The NY Times Alexei Barrionuevo, who is writing some of the best background pieces in connection with the criminal trial of former key Enron executives Ken Lay and Jeff Skilling, profiles former Enron Broadband CEO Ken Rice today, who is expected to be the prosecution’s second witness in the trial if the parties ever get done with the first witness, former Enron investor relations chief, Mark Koenig.

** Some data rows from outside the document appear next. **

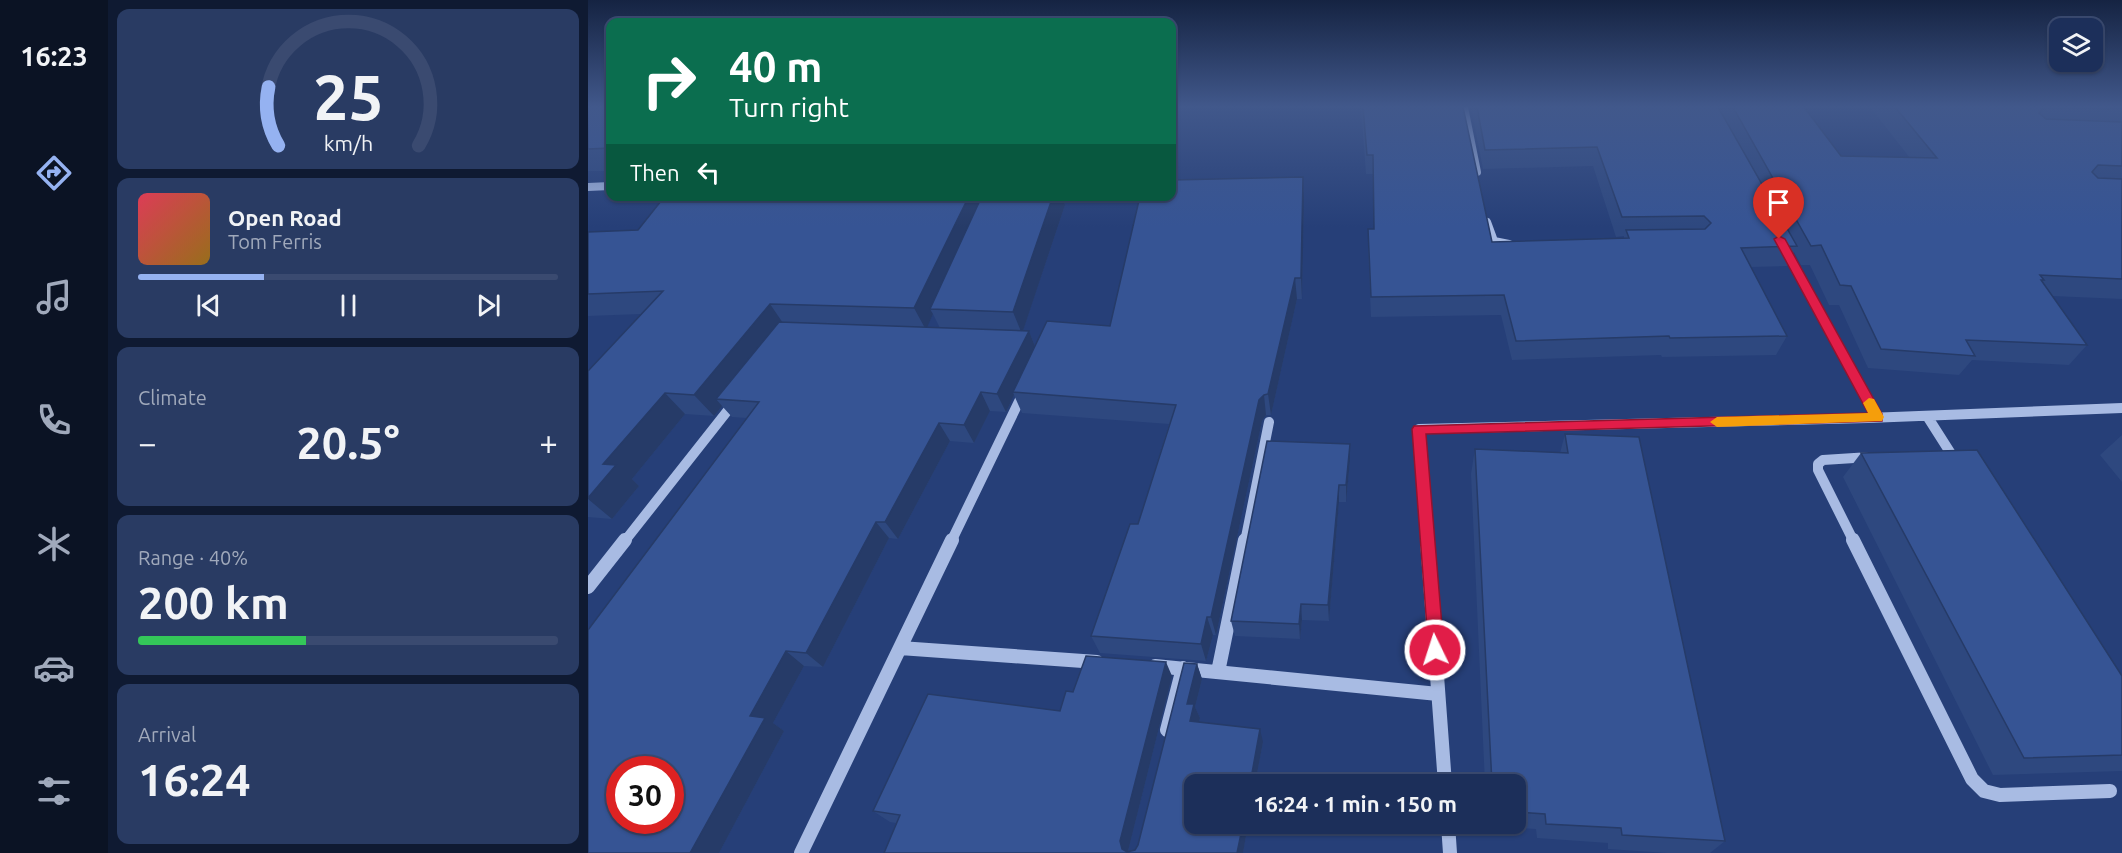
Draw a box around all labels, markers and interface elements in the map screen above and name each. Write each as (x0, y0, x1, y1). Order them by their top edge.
map controls (2049, 18, 2103, 72)
button: layers (2049, 18, 2103, 72)
text: 16:23 (20, 41, 88, 71)
icon: right (630, 42, 708, 120)
text: 40 m (729, 43, 823, 90)
text: 25 (313, 62, 383, 132)
text: Turn right (729, 92, 849, 122)
text: km/h (323, 131, 373, 155)
icon: directions (33, 152, 75, 194)
icon: left (692, 156, 725, 189)
text: Then (630, 160, 680, 185)
pin (1753, 177, 1804, 239)
icon: arrive (1762, 186, 1795, 219)
text: Open Road (228, 205, 342, 230)
text: Tom Ferris (228, 230, 322, 253)
icon: music (33, 276, 75, 318)
icon: previous (192, 289, 225, 322)
icon: pause (332, 289, 365, 322)
icon: next (472, 289, 505, 322)
text: Climate (138, 386, 207, 409)
icon: phone (33, 399, 75, 441)
text: 20.5° (296, 417, 400, 468)
text: − (138, 424, 157, 461)
text: + (539, 424, 558, 461)
icon: climate (33, 523, 75, 565)
text: Range · 40% (138, 546, 248, 569)
text: 200 km (138, 577, 289, 628)
position arrow (1403, 618, 1467, 682)
icon: car (33, 647, 75, 689)
text: Arrival (138, 723, 196, 746)
text: 16:24 (138, 754, 251, 805)
speed limit sign: 30 (606, 756, 684, 834)
icon: filters (33, 770, 75, 812)
text: 16:24 · 1 min · 150 m (1253, 791, 1457, 816)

In addition to noting Rice’s disastrous testimony in the Enron Broadband trial last year, Barrionuevo’s piece points out the little-reported fact (mentioned earlier here) that Rice copped his plea deal after prosecutors discovered circumstantial evidence that strongly indicated that Rice engaged in insider trading shortly before Skilling’s resignation in August, 2001:
More than $9 million of [Rice’s $40.3 million in profits from Enron stock trades] came from three trades on July 13, 2001, about a month before Mr. Skilling officially resigned from Enron, according to records from the Securities and Exchange Commission, and around the same time that Mr. Skilling privately told Mr. Lay of his intention to resign, according to earlier testimony by Mark E. Koenig, Enron’s former investor relations chief.

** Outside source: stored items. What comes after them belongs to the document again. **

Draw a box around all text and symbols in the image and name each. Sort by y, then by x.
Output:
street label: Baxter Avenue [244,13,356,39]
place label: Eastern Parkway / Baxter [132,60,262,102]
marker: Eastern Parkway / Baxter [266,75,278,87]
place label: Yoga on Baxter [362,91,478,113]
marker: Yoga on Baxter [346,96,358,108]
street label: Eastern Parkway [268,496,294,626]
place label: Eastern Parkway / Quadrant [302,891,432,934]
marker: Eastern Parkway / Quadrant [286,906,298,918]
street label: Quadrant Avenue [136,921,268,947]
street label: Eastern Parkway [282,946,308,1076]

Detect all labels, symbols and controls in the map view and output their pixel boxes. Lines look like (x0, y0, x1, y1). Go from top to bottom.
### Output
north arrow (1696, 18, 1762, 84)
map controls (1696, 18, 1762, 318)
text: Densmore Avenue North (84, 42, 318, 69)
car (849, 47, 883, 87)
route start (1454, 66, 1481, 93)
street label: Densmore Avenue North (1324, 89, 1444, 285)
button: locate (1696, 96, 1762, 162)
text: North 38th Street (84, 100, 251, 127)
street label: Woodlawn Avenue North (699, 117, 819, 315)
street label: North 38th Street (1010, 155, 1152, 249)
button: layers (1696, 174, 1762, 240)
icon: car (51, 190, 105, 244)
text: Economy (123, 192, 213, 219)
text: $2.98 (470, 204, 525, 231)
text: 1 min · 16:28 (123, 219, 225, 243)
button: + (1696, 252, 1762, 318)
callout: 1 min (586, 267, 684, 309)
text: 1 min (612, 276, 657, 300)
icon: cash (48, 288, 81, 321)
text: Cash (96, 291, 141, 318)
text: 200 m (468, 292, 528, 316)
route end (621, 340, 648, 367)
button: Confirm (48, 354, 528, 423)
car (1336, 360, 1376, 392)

Meanwhile, the prosecution’s decision to spend an inordinate amount of time on direct examination with Koenig appears to be backfiring. The prosecution spent almost two and a half days on direct examination of Koenig, who has now admitted on cross-examination that he really does not have much knowledge of the underlying evaluation process upon which Lay and Skilling based their public statements regarding Enron’s finances. Thus, Koenig is a quintessential witness whose knowledge is a mile wide and an inch deep, and the defense is now hammering his basis for asserting on direct that Lay and Skilling intentionally misled investors. To make matters worse for the Enron Task Force, the prosecution took so much time with Koenig on direct that it is really not in a position to object to the length of time that the defense is spending with Koenig on cross-examination.

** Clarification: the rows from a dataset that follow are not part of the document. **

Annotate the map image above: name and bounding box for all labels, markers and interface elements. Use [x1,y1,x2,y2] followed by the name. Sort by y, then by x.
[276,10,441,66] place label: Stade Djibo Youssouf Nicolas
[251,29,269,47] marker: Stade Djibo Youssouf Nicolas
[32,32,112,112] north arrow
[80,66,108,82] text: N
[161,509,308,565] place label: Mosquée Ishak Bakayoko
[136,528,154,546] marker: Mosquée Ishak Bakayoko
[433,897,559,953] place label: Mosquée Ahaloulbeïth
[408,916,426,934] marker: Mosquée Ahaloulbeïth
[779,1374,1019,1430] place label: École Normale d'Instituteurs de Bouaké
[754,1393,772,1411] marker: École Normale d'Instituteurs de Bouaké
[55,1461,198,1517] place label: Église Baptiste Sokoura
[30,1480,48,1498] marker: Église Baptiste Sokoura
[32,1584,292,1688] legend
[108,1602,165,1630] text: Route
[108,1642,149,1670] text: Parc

Moreover, my old friend, Joel Androphy, blogging the Lay-Skilling trial over at KTRK-TV, observes the following about another prosecution mistake in dealing with Koenig:
The government allowed Koenig to keep $5 million to fight the civil cases and provide for his family, not the families of the victims. The plea bargain could have required Koenig to pay the maximum fine, and full restitution to the victims even if he provided influential testimony. That would have supported his credibility. Although the judge has the final say on restitution and fines, the government could have required mandatory surrender of funds. Now it looks like he could get reduced jail time and a large pension unlike most former employees. Koenig’s attorney did a commendable job.
It now appears that Rice’s testimony will not begin until Thursday of this week at the earliest, and may not even begin this week at all. Therefore, unless the prosecution pares down its case-in-chief dramatically on the fly, the prosecution’s pre-trial prediction of completing its case-in-chief in nine weeks is looking more and more like a pipe dream.
“he really does not have much knowledge of the underlying evaluation process upon which Lay and Skilling based their public statements”
been there, saw this
doesn’t work–good jurors will move to the next question–well what method did they use and they will notice when the defendants fail to prove such.
As Morris Shenker said, you got to have more documents than the gov’t in a WCCC, and that goes for direct testimony (not just cross) as well.
TK
no longer do you need to spin. inquiring minds may not read the dope and make up their own minds
http://www.enronemail.com/
“The bestest company evah!”
Ah, the memories that this must bring back. Watching a video shot five years ago this month, defendants Ken Lay…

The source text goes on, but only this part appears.